(RECORDS TO USE)
____________________
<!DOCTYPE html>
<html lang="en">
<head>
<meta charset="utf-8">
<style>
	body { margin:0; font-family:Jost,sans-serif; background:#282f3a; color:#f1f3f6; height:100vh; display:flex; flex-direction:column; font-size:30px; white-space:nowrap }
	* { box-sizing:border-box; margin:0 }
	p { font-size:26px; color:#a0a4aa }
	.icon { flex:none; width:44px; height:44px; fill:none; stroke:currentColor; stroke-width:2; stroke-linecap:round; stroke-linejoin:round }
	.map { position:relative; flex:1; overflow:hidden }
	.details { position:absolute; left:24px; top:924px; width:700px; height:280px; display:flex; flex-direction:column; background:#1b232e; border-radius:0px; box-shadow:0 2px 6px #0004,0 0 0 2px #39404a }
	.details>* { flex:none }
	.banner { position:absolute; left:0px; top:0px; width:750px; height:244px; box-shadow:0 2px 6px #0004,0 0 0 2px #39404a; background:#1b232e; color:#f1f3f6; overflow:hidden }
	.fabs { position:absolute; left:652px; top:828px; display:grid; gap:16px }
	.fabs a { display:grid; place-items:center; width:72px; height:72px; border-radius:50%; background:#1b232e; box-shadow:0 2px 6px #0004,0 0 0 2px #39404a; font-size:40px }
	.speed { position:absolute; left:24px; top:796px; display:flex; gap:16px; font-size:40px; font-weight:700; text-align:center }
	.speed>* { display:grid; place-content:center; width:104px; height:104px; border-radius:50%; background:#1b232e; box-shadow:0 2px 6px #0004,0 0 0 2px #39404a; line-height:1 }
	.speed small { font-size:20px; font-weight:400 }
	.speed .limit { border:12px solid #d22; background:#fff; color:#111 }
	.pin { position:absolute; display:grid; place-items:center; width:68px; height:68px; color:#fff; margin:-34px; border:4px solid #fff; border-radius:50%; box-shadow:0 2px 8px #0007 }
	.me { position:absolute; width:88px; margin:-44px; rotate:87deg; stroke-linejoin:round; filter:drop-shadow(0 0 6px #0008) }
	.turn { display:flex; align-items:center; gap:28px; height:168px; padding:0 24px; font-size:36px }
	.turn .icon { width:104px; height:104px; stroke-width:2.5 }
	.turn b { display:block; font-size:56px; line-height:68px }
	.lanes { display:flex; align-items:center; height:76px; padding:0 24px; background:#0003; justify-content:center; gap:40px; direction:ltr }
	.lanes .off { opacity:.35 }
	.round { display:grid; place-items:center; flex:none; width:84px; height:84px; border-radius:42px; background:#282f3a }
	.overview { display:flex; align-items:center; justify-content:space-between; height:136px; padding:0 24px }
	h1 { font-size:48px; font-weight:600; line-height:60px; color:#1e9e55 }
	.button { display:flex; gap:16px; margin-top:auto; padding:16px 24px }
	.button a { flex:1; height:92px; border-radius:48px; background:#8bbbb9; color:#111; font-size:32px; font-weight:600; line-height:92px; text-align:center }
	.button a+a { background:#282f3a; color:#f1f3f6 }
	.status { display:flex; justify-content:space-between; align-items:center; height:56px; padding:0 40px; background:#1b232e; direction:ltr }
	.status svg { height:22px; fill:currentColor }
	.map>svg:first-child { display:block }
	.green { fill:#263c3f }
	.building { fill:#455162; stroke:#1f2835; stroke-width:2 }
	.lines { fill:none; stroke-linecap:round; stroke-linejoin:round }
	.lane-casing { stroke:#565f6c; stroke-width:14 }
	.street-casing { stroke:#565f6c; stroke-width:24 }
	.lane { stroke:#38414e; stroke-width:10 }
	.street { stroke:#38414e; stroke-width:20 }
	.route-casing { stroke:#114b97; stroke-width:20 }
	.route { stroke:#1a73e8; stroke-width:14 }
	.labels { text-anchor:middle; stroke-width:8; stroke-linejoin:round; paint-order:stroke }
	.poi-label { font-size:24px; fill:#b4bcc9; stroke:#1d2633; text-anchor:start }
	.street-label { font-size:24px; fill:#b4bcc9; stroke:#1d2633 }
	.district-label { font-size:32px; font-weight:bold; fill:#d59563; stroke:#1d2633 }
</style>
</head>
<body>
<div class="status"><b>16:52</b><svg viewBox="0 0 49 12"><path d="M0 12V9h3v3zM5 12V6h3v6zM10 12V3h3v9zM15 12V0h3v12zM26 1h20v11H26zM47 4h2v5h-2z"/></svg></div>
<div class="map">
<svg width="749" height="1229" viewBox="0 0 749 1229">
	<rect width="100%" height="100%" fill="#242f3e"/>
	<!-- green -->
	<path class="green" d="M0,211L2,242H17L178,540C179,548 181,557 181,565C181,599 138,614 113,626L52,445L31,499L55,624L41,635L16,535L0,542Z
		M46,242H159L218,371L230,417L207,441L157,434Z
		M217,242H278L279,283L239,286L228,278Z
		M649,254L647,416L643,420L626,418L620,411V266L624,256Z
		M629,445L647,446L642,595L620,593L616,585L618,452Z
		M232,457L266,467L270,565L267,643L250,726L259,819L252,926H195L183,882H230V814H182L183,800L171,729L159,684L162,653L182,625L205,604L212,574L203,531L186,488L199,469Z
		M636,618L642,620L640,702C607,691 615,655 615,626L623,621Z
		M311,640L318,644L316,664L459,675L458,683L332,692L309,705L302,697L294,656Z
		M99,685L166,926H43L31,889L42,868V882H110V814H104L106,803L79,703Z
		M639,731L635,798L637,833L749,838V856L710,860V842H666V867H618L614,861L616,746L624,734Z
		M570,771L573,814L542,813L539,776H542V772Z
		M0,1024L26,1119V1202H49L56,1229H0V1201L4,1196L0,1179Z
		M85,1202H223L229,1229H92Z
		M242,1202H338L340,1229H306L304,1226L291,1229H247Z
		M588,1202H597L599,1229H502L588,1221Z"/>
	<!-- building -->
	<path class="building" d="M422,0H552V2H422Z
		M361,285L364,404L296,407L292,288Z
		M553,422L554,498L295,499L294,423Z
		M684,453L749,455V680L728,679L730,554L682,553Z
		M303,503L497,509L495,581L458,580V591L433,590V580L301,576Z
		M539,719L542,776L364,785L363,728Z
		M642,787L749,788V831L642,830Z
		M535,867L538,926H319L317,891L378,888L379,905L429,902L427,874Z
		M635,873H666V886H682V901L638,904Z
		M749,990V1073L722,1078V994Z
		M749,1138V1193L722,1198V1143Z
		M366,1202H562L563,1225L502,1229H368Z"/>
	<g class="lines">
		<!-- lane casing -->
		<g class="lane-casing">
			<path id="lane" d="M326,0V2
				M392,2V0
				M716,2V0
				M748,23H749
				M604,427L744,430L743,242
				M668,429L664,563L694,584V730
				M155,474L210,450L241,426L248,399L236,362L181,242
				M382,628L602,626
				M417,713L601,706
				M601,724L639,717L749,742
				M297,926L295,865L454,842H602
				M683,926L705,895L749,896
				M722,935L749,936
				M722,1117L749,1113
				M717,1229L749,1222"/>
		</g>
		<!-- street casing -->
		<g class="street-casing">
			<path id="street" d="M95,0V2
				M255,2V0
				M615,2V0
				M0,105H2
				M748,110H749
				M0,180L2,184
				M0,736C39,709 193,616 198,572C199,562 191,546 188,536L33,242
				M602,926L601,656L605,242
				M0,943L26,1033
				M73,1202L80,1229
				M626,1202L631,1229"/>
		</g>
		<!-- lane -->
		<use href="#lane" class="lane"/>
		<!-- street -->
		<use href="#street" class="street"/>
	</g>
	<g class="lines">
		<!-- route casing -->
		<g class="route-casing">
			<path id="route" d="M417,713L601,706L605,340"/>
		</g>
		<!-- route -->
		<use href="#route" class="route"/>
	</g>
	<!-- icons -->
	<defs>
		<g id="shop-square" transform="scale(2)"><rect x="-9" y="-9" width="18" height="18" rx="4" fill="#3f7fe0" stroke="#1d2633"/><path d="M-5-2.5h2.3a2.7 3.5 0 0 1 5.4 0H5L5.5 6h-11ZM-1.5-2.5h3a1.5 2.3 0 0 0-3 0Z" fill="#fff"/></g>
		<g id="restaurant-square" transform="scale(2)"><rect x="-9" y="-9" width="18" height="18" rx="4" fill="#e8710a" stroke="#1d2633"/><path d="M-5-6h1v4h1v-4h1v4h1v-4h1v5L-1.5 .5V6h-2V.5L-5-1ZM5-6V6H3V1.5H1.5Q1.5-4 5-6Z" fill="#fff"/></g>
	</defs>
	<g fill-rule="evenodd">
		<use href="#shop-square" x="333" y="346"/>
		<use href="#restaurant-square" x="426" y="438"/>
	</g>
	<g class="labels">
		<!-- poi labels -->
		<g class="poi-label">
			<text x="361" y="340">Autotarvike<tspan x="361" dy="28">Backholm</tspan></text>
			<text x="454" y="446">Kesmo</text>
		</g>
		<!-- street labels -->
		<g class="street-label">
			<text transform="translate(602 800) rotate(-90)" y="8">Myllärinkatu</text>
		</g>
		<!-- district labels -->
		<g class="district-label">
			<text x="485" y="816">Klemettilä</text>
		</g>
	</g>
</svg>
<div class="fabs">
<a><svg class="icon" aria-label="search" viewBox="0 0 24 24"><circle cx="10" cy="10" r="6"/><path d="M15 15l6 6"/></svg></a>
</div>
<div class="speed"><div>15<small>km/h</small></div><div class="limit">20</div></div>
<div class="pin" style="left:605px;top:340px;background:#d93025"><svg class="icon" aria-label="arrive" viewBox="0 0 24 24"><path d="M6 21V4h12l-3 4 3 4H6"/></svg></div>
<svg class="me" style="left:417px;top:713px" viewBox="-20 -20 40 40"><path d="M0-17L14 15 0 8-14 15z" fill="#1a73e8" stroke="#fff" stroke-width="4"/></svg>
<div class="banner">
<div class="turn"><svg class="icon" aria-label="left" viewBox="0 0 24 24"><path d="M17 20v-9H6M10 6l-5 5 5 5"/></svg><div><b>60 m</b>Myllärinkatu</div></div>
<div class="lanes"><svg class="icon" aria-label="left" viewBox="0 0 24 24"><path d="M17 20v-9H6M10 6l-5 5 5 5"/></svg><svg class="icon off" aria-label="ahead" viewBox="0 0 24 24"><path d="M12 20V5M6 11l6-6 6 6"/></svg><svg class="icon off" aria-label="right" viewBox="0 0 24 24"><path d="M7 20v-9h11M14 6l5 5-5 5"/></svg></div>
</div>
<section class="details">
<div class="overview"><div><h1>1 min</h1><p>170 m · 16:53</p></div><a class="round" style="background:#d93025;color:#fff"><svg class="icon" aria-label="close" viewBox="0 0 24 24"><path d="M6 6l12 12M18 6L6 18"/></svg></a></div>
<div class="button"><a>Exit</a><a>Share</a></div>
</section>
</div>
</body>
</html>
____________________
(WHAT THE EXERCISE ASKS) Scan the records above for the word "absolute" and return every line where it occurs.

(EXPECTED ANSWER)
	.details { position:absolute; left:24px; top:924px; width:700px; height:280px; display:flex; flex-direction:column; background:#1b232e; border-radius:0px; box-shadow:0 2px 6px #0004,0 0 0 2px #39404a }
	.banner { position:absolute; left:0px; top:0px; width:750px; height:244px; box-shadow:0 2px 6px #0004,0 0 0 2px #39404a; background:#1b232e; color:#f1f3f6; overflow:hidden }
	.fabs { position:absolute; left:652px; top:828px; display:grid; gap:16px }
	.speed { position:absolute; left:24px; top:796px; display:flex; gap:16px; font-size:40px; font-weight:700; text-align:center }
	.pin { position:absolute; display:grid; place-items:center; width:68px; height:68px; color:#fff; margin:-34px; border:4px solid #fff; border-radius:50%; box-shadow:0 2px 8px #0007 }
	.me { position:absolute; width:88px; margin:-44px; rotate:87deg; stroke-linejoin:round; filter:drop-shadow(0 0 6px #0008) }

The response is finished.